Fluorescents

Fluorescent lights emit bright light without becoming burning hot to the touch the way incandescent light bulbs do, and they are more energy efficient as well. Fluorescent lighting has become an extremely popular way to light offices, stores, homes, and warehouses. Today, fluorescent lighting can be used in rail and track lighting systems, as well as for task lighting and in three way lamps.

How Fluorescents Work

Fluorescent lamps use integrated electronics to allow electricity to excite electrons into releasing light photons. The main components of a fluorescent light consist of a sealed glass tube which contains a small bit of mercury and an inert gas, usually argon. The glass tube is coated with phosphor powder and houses electrodes at either end which conduct AC electrical current.

Electrical current flows through the electrodes when the light is turned on. This causes liquid mercury to change into its gas form. Electrons and atoms become excited and collide with the mercury atoms to become even more active. As electrons return to normal energy levels, photon light is released. Fluorescent lamps differ from incandescent lamps in that they require a ballast to regulate the current of electricity allowed to flow through the lamp. Modern, compact fluorescent light bulbs may have the ballast integrated to allow the bulb to be used in a normal incandescent lamp socket.

Conserving Resources with Fluorescents

A greater percentage of the energy used in fluorescent lighting goes directly into providing light, while an incandescent bulb loses most of its energy to heat. Not only do fluorescent lights run cooler, but they require 66% less electric energy to provide the same levels of light intensity and will last up to 10 times longer. This results in less energy consumed and less pollution.

Compact fluorescent light bulbs cost more than incandescent bulbs, but long term savings in energy costs makes up for the difference. Compact fluorescent light bulbs make this lighting more practical and attractive than the long tubes and overhead light fixtures that the technology was once limited too.
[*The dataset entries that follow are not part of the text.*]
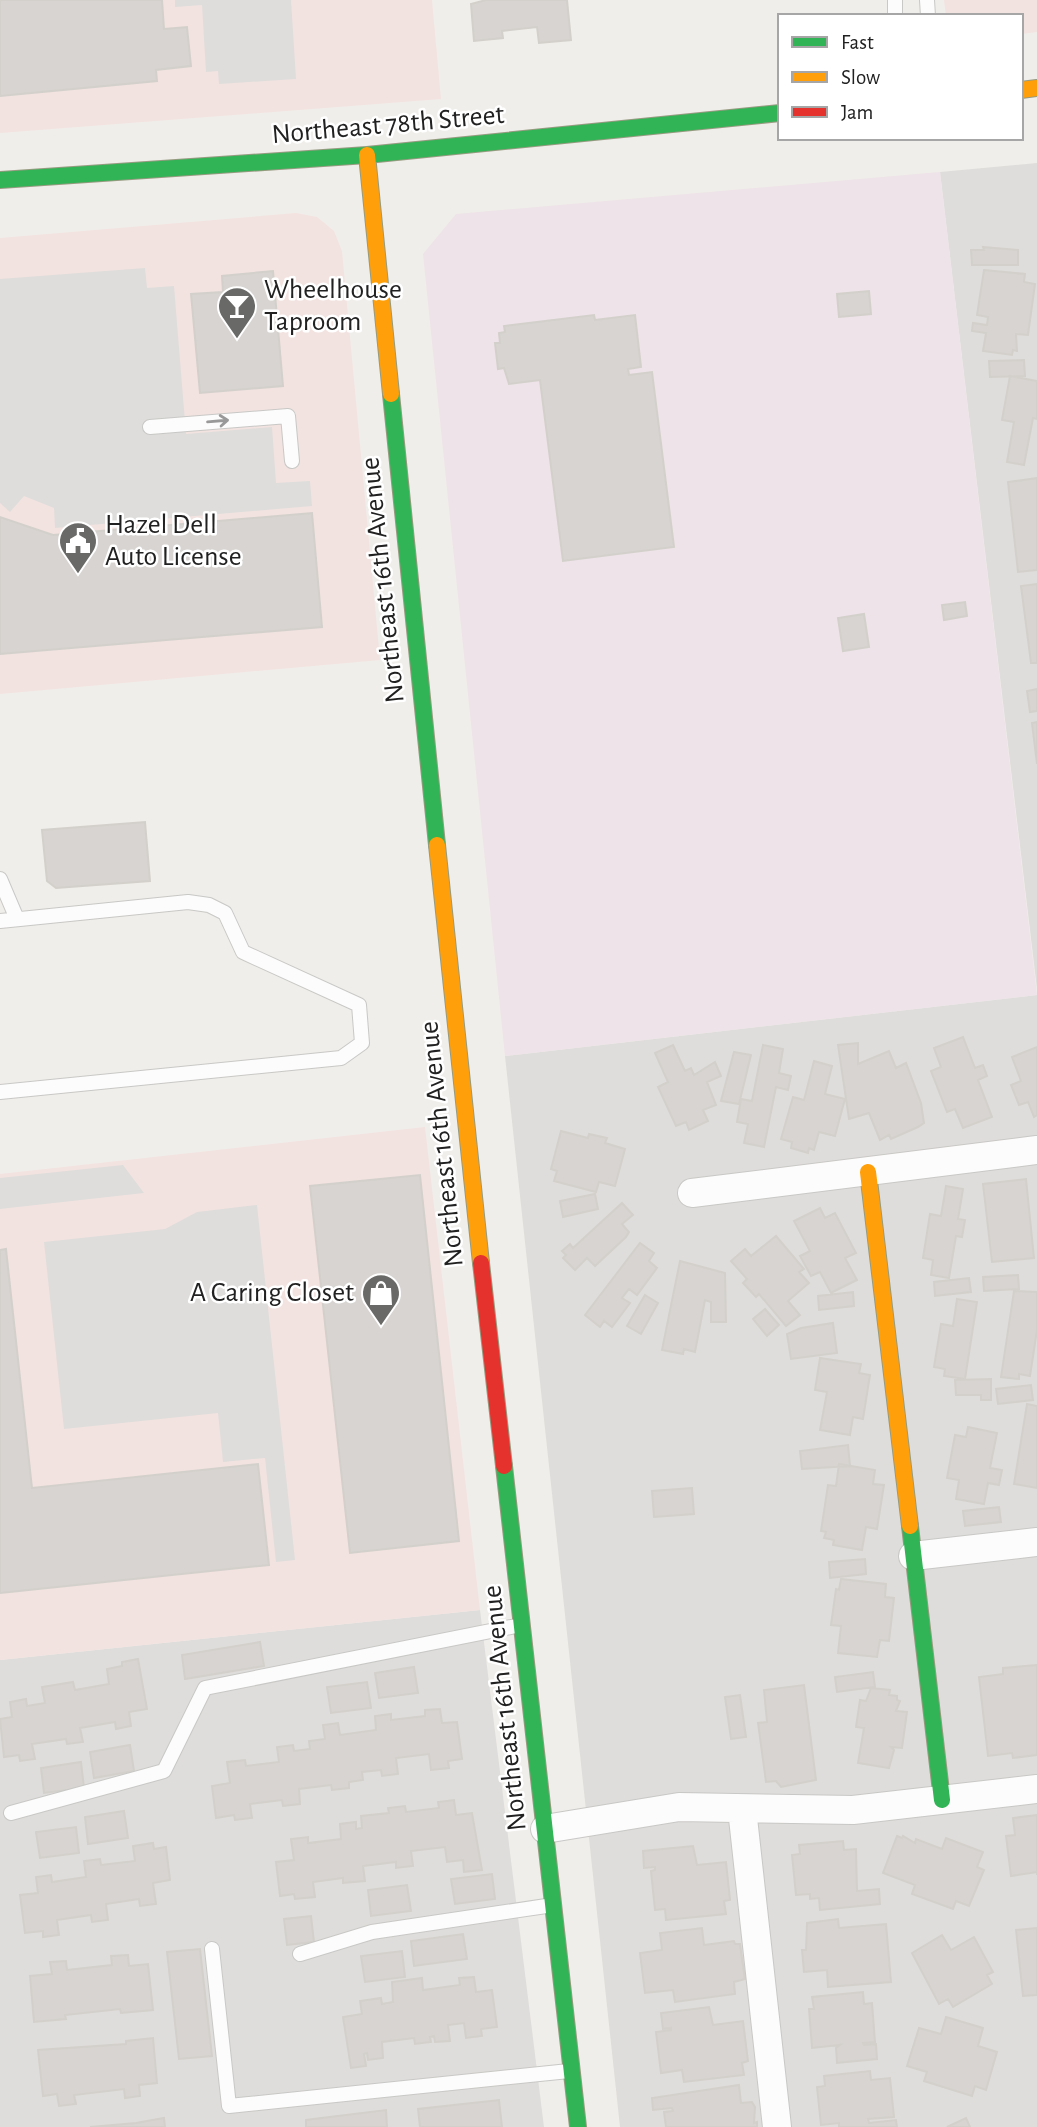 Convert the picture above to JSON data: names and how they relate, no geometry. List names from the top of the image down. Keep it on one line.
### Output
{"streets":{"street":["Northeast 78th Street","Northeast 16th Avenue"]},"crossings":[["Northeast 78th Street","Northeast 16th Avenue"]],"places":{"bar":["Wheelhouse Taproom"],"public building":["Hazel Dell Auto License"],"shop":["A Caring Closet"]},"legend":["Fast","Slow","Jam"]} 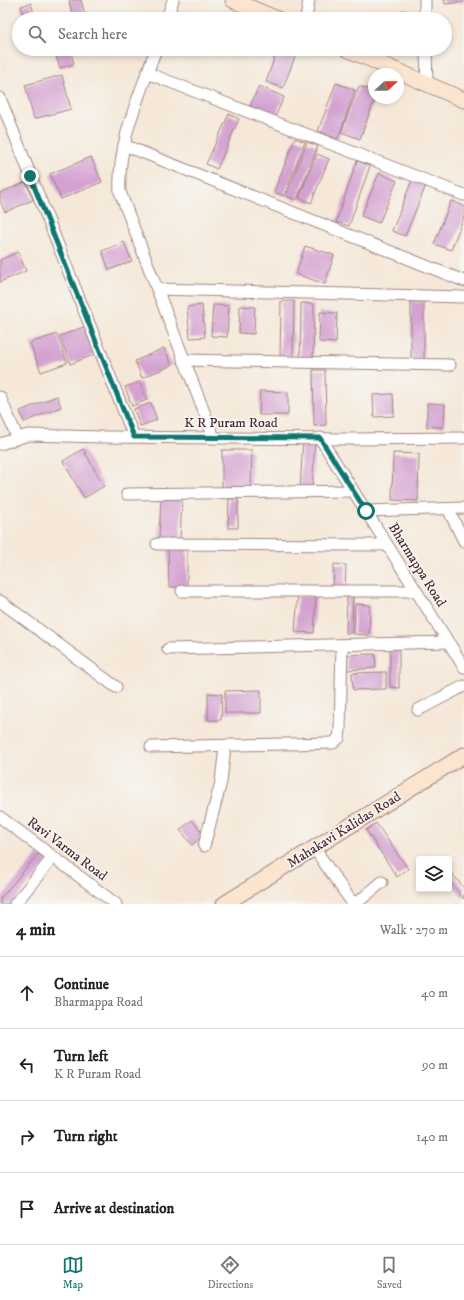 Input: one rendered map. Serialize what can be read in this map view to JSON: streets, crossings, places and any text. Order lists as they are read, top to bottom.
{
  "streets": {
    "street": [
      "K R Puram Road",
      "Bharmappa Road",
      "Mahakavi Kalidas Road",
      "Ravi Varma Road"
    ]
  },
  "crossings": [
    ["K R Puram Road", "Bharmappa Road"]
  ],
  "north": "right",
  "page": {
    "search": "Search here",
    "heading": ["4 min", "Walk · 270 m"],
    "list": [
      ["Continue", "Bharmappa Road", "40 m"],
      ["Turn left", "K R Puram Road", "90 m"],
      ["Turn right", "140 m"],
      "Arrive at destination"
    ],
    "nav": ["Map", "Directions", "Saved"]
  }
} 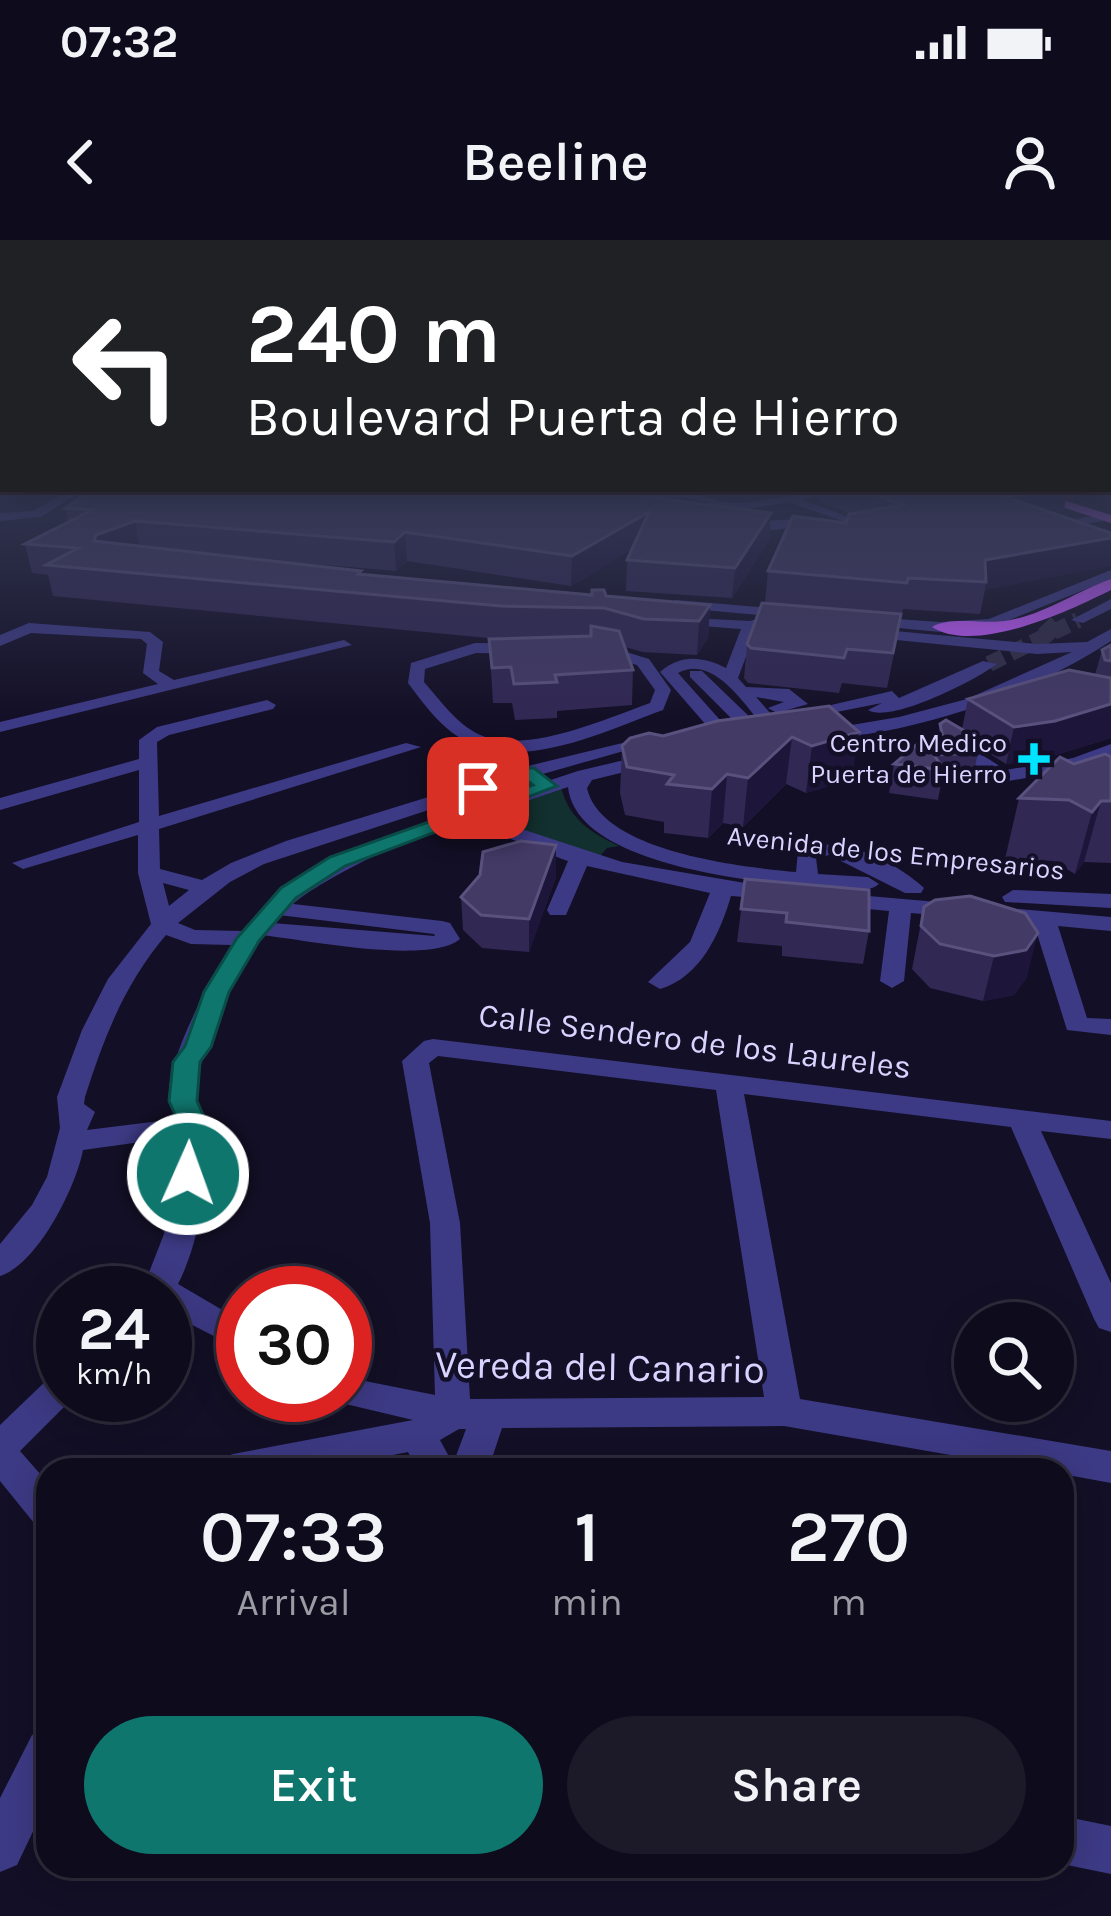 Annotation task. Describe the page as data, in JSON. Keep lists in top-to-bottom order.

Disadvantage of Fluorescent Lighting

The only disadvantage to fluorescent lamps is that they tend to flicker, and do not provide a perfectly steady light. While this differentiation is not usually noticeable to most people, some people may be sensitive to these lights and complain of headaches and dizziness. The strobe effect of fluorescent lights may aggravate certain epileptic conditions and pose a safety hazard in workshops with spinning work apparatuses.